Supplied records:
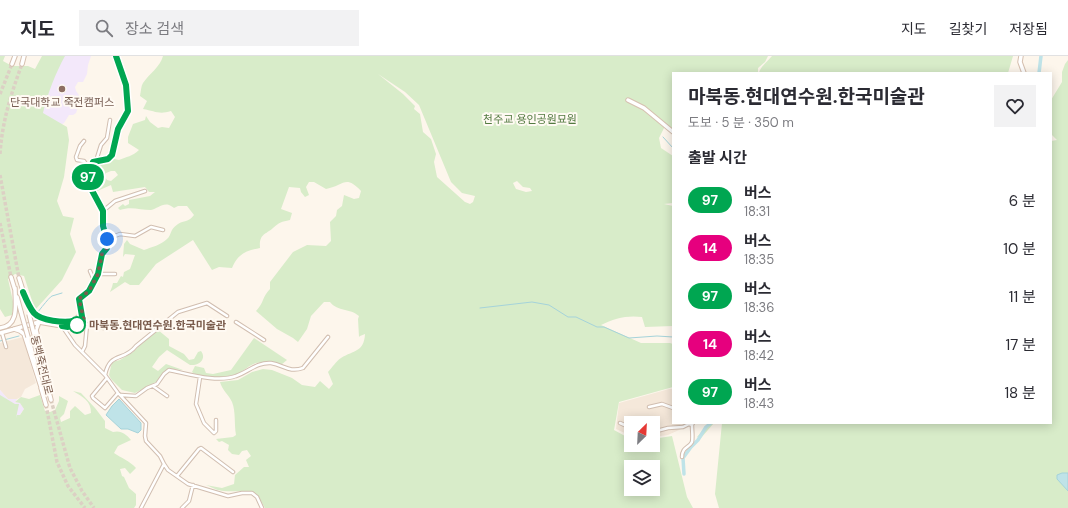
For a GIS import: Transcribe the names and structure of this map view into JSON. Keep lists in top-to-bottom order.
{
  "streets": {
    "main road": ["동백죽전대로"]
  },
  "parks": ["천주교 용인공원묘원"],
  "places": ["단국대학교 죽전캠퍼스", "마북동.현대연수원.한국미술관"],
  "lines": ["bus line 97"],
  "north": "top right",
  "page": {
    "header": "지도",
    "search": "장소 검색",
    "nav": ["지도", "길찾기", "저장됨"],
    "on_map": "97",
    "heading": [
      ["마북동.현대연수원.한국미술관", "도보 · 5 분 · 350 m"],
      "출발 시간"
    ],
    "list": [
      {
        "mark": "97",
        "name": "버스",
        "note": "18:31",
        "value": "6 분"
      },
      {
        "mark": "14",
        "name": "버스",
        "note": "18:35",
        "value": "10 분"
      },
      {
        "mark": "97",
        "name": "버스",
        "note": "18:36",
        "value": "11 분"
      },
      {
        "mark": "14",
        "name": "버스",
        "note": "18:42",
        "value": "17 분"
      },
      {
        "mark": "97",
        "name": "버스",
        "note": "18:43",
        "value": "18 분"
      }
    ]
  }
}
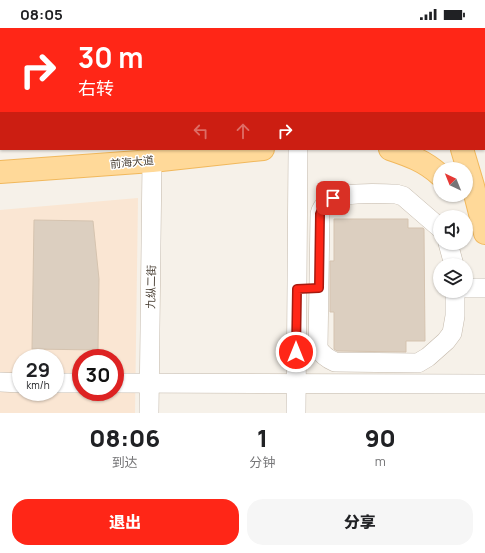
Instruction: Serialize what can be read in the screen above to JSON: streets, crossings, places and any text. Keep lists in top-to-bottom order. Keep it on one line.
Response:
{"streets":{"main road":["前海大道"],"street":["九纵二街"]},"crossings":[["前海大道","九纵二街"]],"north":"top left","page":{"status":"08:05","turn":["30 m","右转"],"speed":"29 km/h","limit":"30","eta":["08:06","到达","1","分钟","90","m"],"buttons":["退出","分享"]}}
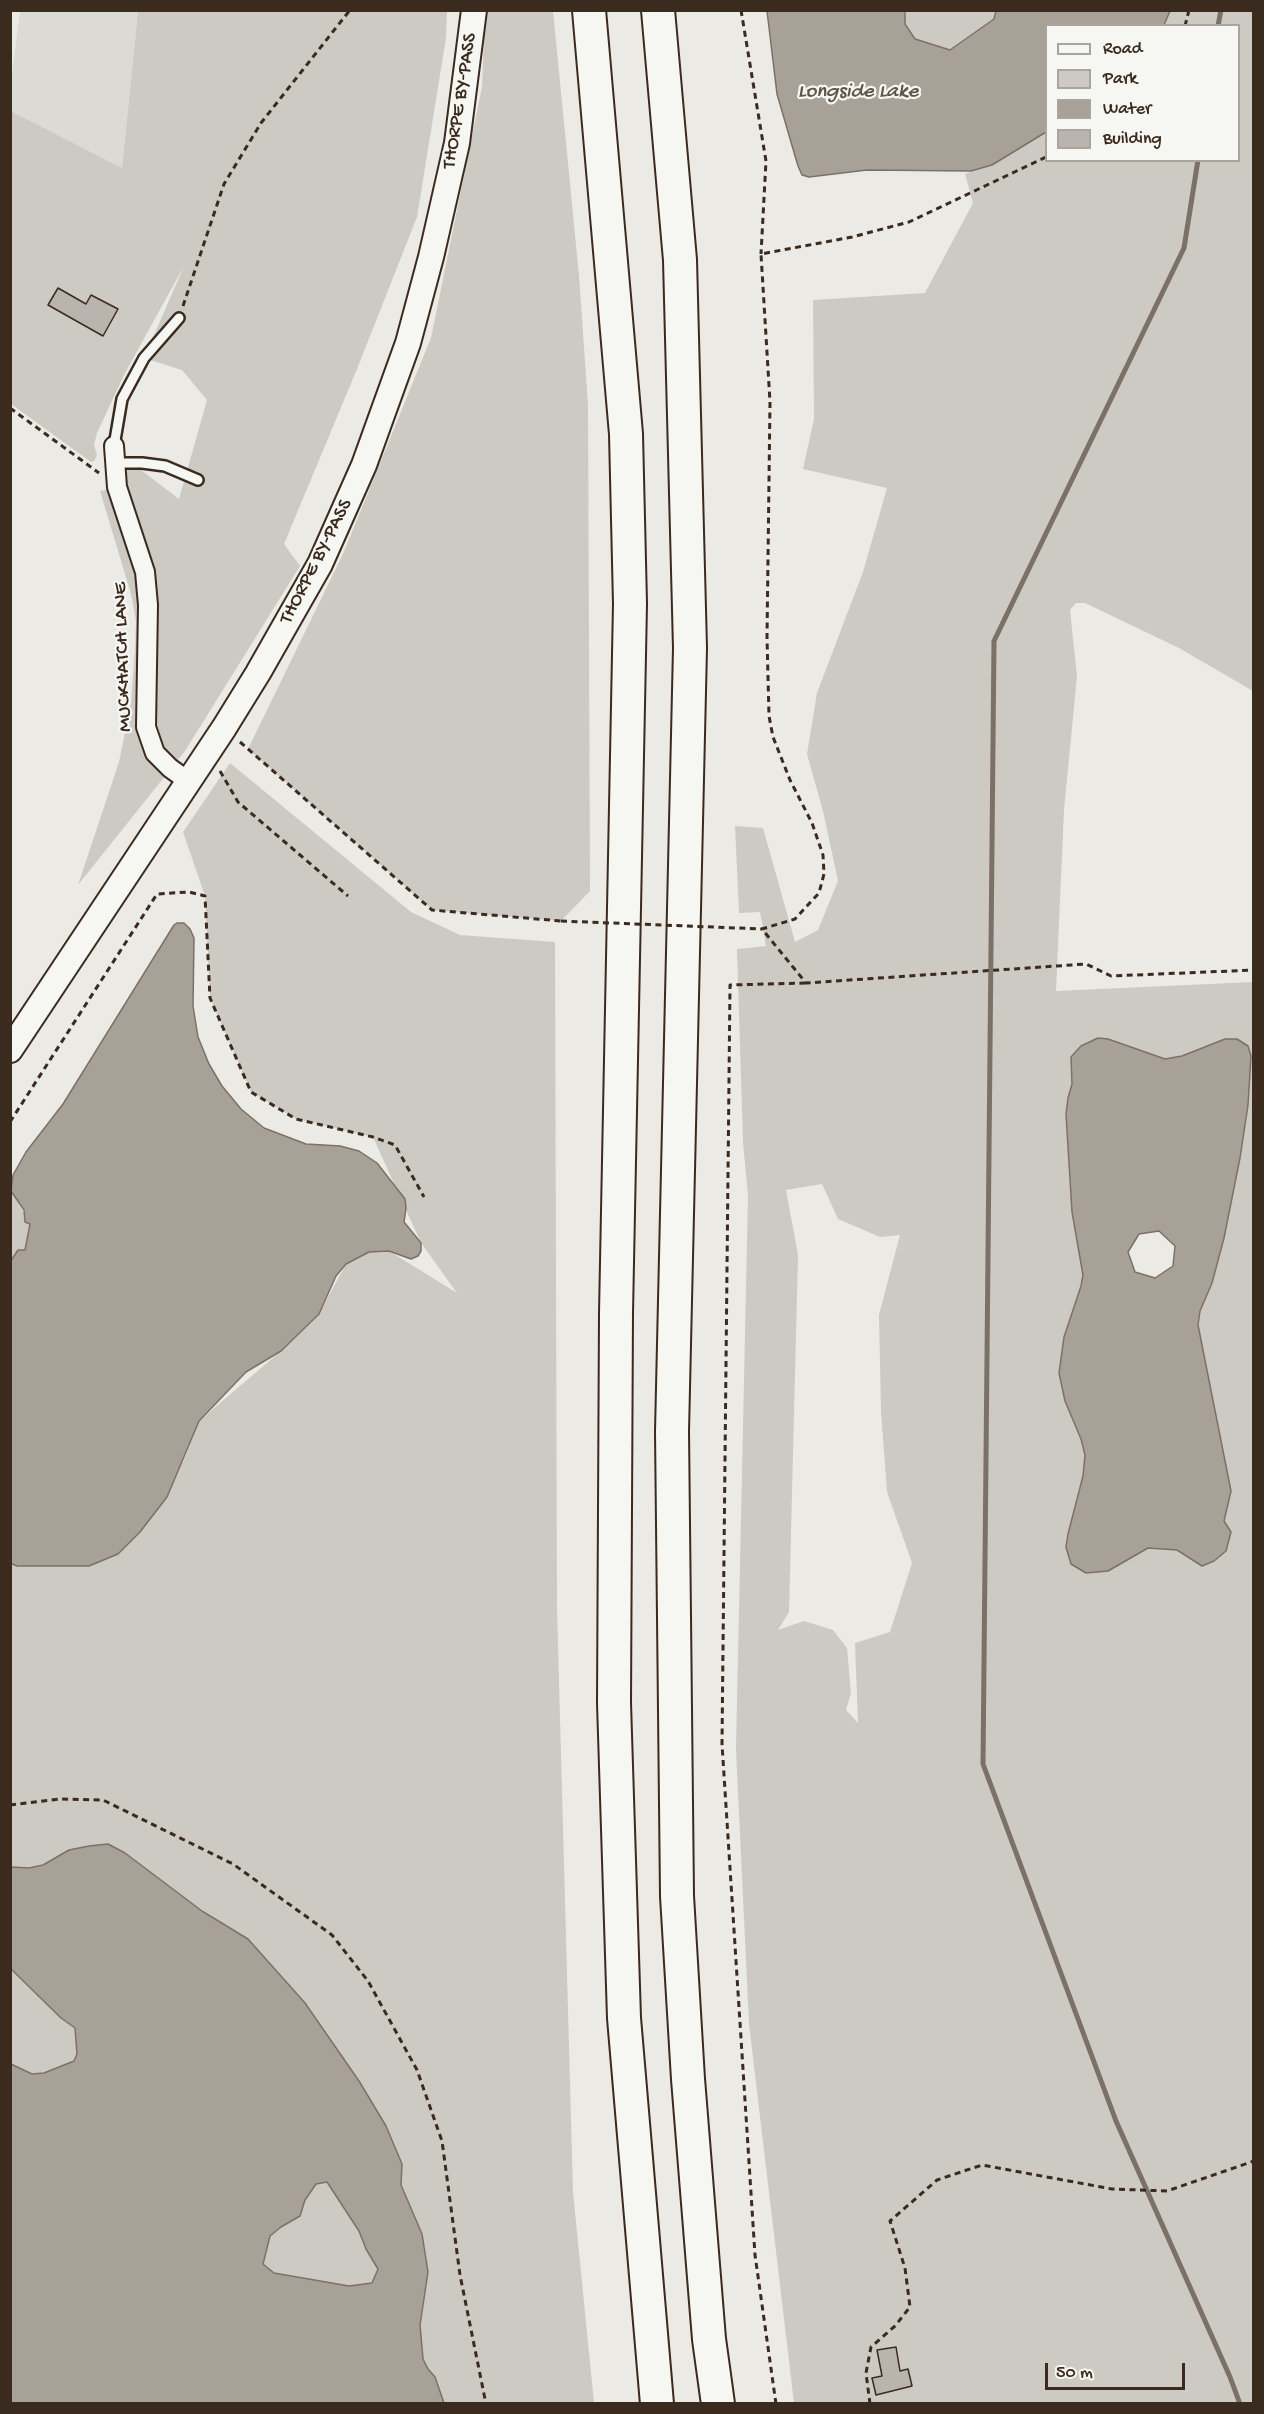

Required work: Although the entries contain pictures, copy everything else in them exactly.

Answer to this problem:
For a GIS import: Transcribe the names and structure of this map view into JSON. Keep lists in top-to-bottom order.
{
  "streets": {
    "main road": ["동백죽전대로"]
  },
  "parks": ["천주교 용인공원묘원"],
  "places": ["단국대학교 죽전캠퍼스", "마북동.현대연수원.한국미술관"],
  "lines": ["bus line 97"],
  "north": "top right",
  "page": {
    "header": "지도",
    "search": "장소 검색",
    "nav": ["지도", "길찾기", "저장됨"],
    "on_map": "97",
    "heading": [
      ["마북동.현대연수원.한국미술관", "도보 · 5 분 · 350 m"],
      "출발 시간"
    ],
    "list": [
      {
        "mark": "97",
        "name": "버스",
        "note": "18:31",
        "value": "6 분"
      },
      {
        "mark": "14",
        "name": "버스",
        "note": "18:35",
        "value": "10 분"
      },
      {
        "mark": "97",
        "name": "버스",
        "note": "18:36",
        "value": "11 분"
      },
      {
        "mark": "14",
        "name": "버스",
        "note": "18:42",
        "value": "17 분"
      },
      {
        "mark": "97",
        "name": "버스",
        "note": "18:43",
        "value": "18 분"
      }
    ]
  }
}
Instruction: Serialize what can be read in the screen above to JSON: streets, crossings, places and any text. Keep lists in top-to-bottom order. Keep it on one line.
Response:
{"streets":{"main road":["前海大道"],"street":["九纵二街"]},"crossings":[["前海大道","九纵二街"]],"north":"top left","page":{"status":"08:05","turn":["30 m","右转"],"speed":"29 km/h","limit":"30","eta":["08:06","到达","1","分钟","90","m"],"buttons":["退出","分享"]}}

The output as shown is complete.